Laboratory Tests for Abnormal Bruising
For patients with abnormal bruising, the initial laboratory workup should include a complete blood count (CBC) with platelets, prothrombin time (PT)/INR, activated partial thromboplastin time (aPTT), and if mucocutaneous bleeding is present, von Willebrand disease testing. 1
First-Line Laboratory Tests
- Complete blood count (CBC) with platelets and peripheral blood smear to evaluate for thrombocytopenia or abnormal platelet morphology 1, 2
- Prothrombin time (PT)/INR to assess the extrinsic coagulation pathway 1, 3
- Activated partial thromboplastin time (aPTT) to evaluate the intrinsic coagulation pathway 1, 4
- Fibrinogen level to assess for fibrinogen disorders 1, 3
Von Willebrand Disease Testing
If mucocutaneous bleeding is prominent or initial tests are normal but clinical suspicion remains high, von Willebrand disease testing should be performed:
- Von Willebrand factor antigen (VWF:Ag) 5
- Von Willebrand factor ristocetin cofactor activity (VWF:RCo) 5
- Factor VIII coagulant activity (FVIII) 5
These three tests are recommended for initial VWD evaluation, as they can establish the diagnosis and suggest the type and severity of VWD if present 5.

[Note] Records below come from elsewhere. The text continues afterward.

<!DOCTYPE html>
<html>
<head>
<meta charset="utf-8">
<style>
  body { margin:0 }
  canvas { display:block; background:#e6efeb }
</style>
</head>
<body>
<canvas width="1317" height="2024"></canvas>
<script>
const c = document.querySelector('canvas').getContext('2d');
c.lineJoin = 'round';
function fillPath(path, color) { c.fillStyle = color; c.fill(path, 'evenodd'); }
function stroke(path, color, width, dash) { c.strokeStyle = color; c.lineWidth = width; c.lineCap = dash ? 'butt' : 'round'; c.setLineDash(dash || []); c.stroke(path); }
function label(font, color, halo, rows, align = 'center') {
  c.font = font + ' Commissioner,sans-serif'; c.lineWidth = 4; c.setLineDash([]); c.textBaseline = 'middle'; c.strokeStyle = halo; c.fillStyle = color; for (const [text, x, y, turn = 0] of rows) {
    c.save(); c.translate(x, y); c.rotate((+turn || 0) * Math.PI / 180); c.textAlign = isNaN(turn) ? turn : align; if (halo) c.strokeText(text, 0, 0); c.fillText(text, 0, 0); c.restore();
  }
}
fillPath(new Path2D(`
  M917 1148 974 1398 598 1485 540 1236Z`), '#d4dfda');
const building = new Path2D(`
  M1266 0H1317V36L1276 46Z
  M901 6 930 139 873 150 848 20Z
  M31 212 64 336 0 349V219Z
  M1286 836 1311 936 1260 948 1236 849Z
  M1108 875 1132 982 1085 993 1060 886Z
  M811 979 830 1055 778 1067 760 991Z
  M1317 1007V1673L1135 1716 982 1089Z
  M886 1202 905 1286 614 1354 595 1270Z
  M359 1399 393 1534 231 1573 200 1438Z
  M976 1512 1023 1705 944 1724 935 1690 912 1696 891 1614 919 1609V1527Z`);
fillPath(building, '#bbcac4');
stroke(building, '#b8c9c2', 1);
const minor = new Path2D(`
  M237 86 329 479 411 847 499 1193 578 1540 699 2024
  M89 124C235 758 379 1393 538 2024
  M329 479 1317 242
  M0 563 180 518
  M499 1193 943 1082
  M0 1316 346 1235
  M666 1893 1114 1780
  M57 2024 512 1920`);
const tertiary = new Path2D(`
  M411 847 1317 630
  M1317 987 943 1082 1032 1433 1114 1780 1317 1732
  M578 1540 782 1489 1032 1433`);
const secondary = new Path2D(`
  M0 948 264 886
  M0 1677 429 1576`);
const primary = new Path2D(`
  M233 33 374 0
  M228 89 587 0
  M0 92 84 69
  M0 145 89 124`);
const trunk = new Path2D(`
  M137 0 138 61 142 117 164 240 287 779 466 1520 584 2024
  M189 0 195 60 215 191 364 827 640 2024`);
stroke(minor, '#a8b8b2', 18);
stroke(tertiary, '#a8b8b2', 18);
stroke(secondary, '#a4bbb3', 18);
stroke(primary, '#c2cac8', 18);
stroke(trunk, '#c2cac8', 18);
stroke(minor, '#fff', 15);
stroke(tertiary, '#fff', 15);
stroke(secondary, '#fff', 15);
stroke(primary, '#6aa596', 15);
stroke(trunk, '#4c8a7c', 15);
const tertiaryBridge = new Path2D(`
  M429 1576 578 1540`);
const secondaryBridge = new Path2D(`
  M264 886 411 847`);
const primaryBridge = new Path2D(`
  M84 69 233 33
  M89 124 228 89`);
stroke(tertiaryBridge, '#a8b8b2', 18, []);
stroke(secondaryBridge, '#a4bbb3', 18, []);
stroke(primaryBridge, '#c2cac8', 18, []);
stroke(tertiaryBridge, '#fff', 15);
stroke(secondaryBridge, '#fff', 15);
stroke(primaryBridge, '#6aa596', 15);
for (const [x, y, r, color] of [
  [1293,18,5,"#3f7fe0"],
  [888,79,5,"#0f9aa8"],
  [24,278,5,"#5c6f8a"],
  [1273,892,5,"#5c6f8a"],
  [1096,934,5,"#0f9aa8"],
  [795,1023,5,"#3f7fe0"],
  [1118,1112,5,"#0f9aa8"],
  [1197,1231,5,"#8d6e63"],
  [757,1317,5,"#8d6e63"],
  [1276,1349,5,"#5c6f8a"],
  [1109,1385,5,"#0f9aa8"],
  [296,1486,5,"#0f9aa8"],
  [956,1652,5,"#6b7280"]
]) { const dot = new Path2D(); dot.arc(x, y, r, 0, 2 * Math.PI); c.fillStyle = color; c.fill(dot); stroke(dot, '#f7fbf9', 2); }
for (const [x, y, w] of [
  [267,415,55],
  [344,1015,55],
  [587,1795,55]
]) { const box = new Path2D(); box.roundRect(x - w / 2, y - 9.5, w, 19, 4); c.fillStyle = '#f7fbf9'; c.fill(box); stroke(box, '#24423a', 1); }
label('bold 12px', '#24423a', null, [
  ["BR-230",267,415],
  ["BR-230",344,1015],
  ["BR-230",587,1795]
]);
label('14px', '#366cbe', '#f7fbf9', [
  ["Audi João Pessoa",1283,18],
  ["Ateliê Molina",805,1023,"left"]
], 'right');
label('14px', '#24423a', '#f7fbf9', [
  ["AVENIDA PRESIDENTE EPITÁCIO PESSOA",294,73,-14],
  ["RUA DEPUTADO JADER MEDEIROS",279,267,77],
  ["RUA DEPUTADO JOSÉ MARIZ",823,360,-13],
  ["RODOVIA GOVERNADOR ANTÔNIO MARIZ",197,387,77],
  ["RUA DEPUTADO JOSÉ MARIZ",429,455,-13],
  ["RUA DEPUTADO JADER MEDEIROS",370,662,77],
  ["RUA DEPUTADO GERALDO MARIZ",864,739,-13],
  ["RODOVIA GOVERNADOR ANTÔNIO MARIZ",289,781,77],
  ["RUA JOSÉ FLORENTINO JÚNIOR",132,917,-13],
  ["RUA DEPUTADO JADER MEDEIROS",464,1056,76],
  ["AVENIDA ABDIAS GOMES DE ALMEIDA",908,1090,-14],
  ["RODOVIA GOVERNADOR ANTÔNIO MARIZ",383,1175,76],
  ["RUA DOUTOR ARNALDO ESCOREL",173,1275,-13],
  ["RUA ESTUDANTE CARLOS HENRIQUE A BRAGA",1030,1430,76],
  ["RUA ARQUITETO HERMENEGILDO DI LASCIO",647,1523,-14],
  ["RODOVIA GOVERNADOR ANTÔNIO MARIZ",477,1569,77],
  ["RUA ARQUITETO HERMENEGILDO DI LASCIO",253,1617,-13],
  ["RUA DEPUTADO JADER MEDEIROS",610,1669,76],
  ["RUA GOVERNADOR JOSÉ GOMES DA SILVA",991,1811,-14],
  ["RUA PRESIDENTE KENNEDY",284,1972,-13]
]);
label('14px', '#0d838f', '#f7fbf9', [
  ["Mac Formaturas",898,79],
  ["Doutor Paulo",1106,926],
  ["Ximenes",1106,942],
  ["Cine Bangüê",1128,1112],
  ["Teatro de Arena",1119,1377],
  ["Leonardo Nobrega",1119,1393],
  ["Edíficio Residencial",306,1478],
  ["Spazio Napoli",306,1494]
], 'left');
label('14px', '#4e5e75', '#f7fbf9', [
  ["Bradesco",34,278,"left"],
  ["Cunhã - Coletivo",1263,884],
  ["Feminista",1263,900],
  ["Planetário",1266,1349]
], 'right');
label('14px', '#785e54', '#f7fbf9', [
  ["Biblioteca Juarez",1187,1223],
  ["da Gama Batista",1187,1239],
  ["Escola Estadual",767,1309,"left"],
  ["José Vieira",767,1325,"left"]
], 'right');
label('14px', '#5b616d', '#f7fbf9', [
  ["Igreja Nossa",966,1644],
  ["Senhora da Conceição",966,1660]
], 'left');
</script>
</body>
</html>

Additional Testing Based on Initial Results
- If one or more VWD test results are abnormally low and/or if the ratio of VWF:RCo to VWF:Ag is abnormally low (below 0.5–0.7), specialized VWD assays should be considered 5
- VWF multimer analysis should only be performed if initial VWD testing identifies an abnormal result or clinical information suggests a high likelihood of abnormal VWF multimer analysis 5, 6
- For children with easy bruising, consider testing for bone metabolism disorders with serum calcium, phosphorus, alkaline phosphatase, parathyroid hormone, 25-hydroxy-vitamin D, serum copper, and ceruloplasmin 1
Specialized Testing for Persistent Unexplained Bleeding
If initial testing is normal but clinical suspicion remains high:
- Platelet function testing using light transmission aggregometry with multiple agonists (ADP, collagen, epinephrine, ristocetin, arachidonic acid) 6
- Platelet flow cytometry to evaluate platelet surface glycoproteins and activation markers 6
- Factor XIII activity testing, as it is often overlooked in routine coagulation panels 6
- Rare coagulation factor assays (FII, FV, FVII, FX), especially with a family history pattern 6
Common Pitfalls to Avoid
- Relying solely on PT and aPTT to rule out bleeding disorders will miss von Willebrand disease and mild platelet function disorders 1, 2
- Failing to consider non-hematologic causes of easy bruising, such as connective tissue disorders, medication effects, and non-accidental trauma 1, 7
- Not obtaining a thorough bleeding history using a structured assessment tool 1
- Overlooking the need for specific VWD testing in patients with mucocutaneous bleeding despite normal PT/aPTT 1, 3
- Not recognizing that normal coagulation studies (INR, PTT) and von Willebrand parameters do not rule out all bleeding disorders, as some disorders may have variable expression 6, 8
Interpretation of Results
- Normal PT and aPTT with abnormal bleeding suggest a platelet disorder, most commonly von Willebrand disease 2
- Normal PT with prolonged aPTT indicates a deficit in the intrinsic pathway, requiring a mixing study 2
- Prolonged PT with normal aPTT warrants a vitamin K challenge 2
- Prolonged PT and aPTT suggest liver failure or multiple factor deficiencies 2
If initial testing does not reveal an etiology in a patient with high suspicion for a bleeding disorder, referral to a hematologist is warranted for additional evaluation 2.